Prompt:
The answer must consist of each line below that contains the string "Village".

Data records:
-*-

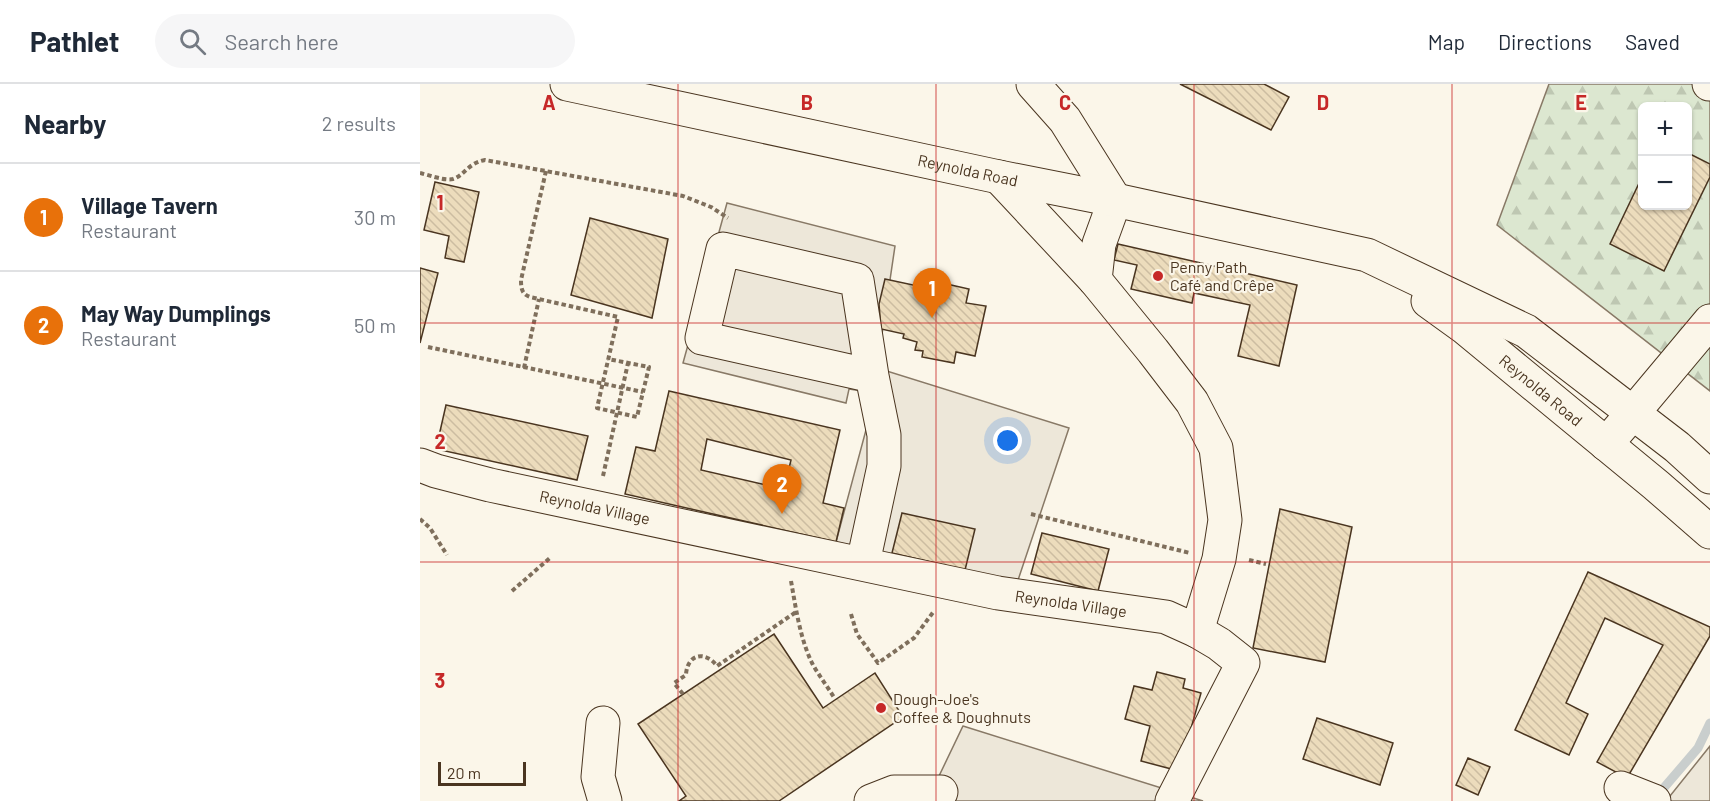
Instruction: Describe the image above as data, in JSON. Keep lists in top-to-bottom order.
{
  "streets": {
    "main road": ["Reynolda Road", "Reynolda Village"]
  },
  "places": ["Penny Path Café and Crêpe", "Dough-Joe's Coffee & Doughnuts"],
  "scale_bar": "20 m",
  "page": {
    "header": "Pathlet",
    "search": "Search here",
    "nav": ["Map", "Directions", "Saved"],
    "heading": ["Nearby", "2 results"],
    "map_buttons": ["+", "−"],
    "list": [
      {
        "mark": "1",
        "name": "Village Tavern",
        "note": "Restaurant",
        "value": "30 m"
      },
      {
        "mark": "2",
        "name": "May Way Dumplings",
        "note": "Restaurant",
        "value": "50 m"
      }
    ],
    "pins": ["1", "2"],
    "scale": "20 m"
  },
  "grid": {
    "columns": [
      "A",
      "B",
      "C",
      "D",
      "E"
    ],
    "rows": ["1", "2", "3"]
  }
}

-*-

Task result:
    "main road": ["Reynolda Road", "Reynolda Village"]
        "name": "Village Tavern",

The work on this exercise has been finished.